**WHAT YOU NEED TO DO**
Search the records for "بزرگراه". Report every line where it occurs.

**INFORMATION PROVIDED**
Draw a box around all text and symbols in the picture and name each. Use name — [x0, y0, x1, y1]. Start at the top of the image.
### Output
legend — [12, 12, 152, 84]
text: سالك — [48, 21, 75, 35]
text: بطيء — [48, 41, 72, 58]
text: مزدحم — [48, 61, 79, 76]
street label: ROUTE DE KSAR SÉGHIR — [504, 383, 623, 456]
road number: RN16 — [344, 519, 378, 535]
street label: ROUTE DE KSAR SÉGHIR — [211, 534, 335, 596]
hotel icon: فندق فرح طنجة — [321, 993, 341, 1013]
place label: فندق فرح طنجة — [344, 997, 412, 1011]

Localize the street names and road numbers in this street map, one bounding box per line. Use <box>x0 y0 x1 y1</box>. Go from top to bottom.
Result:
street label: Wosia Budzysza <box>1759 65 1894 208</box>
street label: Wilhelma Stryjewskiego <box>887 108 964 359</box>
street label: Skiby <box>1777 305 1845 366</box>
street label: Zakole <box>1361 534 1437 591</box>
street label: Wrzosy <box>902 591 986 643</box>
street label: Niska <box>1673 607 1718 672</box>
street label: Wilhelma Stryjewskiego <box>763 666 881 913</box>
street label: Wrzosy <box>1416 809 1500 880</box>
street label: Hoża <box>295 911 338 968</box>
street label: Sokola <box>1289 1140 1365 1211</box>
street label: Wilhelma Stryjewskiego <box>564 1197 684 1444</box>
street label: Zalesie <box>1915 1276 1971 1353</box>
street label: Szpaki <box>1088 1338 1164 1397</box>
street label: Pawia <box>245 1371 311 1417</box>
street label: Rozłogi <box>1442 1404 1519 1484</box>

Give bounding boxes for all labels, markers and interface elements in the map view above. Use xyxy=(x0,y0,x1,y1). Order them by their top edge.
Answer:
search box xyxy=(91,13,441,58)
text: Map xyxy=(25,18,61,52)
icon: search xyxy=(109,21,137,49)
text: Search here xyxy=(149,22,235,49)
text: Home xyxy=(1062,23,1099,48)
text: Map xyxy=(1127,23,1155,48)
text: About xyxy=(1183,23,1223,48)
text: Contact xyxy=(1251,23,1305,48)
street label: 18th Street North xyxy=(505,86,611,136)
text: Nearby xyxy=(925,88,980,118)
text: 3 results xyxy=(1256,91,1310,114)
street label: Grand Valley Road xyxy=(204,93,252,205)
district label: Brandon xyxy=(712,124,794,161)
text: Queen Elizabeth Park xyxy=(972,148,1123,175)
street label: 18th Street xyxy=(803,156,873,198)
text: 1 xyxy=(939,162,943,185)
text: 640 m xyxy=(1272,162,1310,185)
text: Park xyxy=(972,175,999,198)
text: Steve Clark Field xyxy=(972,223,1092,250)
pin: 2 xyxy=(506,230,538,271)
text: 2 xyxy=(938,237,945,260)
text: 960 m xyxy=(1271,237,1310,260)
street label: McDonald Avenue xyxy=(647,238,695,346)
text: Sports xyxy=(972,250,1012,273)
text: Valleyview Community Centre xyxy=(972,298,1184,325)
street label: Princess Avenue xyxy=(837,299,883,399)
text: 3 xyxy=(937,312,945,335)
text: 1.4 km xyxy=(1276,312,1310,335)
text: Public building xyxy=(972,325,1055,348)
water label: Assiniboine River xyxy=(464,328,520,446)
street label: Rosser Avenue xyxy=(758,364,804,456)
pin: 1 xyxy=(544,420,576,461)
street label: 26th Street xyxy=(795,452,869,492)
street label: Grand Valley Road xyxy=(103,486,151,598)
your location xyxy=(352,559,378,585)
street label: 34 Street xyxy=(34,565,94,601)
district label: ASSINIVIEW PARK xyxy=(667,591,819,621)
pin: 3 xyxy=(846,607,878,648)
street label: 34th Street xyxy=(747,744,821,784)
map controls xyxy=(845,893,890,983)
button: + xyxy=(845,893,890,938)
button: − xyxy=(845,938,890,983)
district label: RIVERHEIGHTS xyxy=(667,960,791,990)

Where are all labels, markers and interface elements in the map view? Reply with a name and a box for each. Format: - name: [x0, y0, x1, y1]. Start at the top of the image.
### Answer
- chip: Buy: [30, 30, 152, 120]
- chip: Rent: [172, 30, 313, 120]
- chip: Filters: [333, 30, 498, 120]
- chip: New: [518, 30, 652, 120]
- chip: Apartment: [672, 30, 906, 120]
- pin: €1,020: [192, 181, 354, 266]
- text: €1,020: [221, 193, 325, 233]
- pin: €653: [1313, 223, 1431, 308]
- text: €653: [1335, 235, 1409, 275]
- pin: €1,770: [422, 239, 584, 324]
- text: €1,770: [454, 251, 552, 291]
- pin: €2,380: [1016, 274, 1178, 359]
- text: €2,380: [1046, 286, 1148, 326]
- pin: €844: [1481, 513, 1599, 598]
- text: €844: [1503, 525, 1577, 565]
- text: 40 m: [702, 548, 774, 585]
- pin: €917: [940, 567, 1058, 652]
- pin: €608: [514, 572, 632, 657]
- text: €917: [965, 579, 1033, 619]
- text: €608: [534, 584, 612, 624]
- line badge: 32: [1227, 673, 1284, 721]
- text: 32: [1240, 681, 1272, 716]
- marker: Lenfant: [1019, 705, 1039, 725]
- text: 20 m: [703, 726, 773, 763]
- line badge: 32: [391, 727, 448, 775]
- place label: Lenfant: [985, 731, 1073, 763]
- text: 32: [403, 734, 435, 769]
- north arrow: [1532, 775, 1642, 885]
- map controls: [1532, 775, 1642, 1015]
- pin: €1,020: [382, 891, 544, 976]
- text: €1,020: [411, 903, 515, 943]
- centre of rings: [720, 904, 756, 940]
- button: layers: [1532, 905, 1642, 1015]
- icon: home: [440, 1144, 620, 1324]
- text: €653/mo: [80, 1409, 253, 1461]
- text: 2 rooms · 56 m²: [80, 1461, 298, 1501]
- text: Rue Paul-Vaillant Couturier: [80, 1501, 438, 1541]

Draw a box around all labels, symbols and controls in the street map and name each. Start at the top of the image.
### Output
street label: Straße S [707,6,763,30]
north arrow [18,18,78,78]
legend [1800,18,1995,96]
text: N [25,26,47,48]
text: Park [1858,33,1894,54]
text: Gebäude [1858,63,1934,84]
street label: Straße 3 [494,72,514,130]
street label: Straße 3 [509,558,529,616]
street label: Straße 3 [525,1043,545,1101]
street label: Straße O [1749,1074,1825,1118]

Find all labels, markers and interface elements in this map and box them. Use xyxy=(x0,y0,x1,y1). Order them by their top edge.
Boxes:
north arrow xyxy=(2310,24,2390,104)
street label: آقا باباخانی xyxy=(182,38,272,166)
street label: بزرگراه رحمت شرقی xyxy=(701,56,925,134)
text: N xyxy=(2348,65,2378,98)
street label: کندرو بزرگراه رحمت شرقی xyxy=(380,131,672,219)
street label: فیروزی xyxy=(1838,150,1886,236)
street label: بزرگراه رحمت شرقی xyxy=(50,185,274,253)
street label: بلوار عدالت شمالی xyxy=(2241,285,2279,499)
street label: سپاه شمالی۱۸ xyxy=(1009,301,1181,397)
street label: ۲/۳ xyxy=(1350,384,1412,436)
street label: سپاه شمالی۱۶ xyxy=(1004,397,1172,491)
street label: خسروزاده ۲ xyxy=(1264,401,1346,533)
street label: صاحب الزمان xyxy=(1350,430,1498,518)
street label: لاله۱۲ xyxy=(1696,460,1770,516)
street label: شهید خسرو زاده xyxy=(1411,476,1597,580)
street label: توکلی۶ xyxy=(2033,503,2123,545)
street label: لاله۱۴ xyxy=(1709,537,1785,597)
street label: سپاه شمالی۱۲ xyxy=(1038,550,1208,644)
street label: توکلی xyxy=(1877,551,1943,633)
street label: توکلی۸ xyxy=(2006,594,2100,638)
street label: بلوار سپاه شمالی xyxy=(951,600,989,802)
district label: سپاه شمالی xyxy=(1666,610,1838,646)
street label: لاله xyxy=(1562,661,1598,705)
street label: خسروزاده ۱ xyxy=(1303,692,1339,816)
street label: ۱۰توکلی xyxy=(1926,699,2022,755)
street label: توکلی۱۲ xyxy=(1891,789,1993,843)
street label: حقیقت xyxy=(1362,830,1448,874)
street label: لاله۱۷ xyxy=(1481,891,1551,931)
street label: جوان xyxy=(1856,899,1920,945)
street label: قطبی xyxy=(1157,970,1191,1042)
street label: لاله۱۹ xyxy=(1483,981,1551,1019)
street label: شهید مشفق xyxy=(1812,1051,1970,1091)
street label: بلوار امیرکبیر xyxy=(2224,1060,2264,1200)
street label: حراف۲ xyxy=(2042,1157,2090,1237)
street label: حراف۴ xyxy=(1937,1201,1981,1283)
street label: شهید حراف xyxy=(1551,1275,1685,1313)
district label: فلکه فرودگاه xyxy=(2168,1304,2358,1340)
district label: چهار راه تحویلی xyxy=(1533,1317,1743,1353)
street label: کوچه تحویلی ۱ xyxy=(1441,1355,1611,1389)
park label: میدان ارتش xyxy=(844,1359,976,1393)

**OUTPUT FOR THIS EXERCISE**
street label: بزرگراه رحمت شرقی xyxy=(701,56,925,134)
street label: کندرو بزرگراه رحمت شرقی xyxy=(380,131,672,219)
street label: بزرگراه رحمت شرقی xyxy=(50,185,274,253)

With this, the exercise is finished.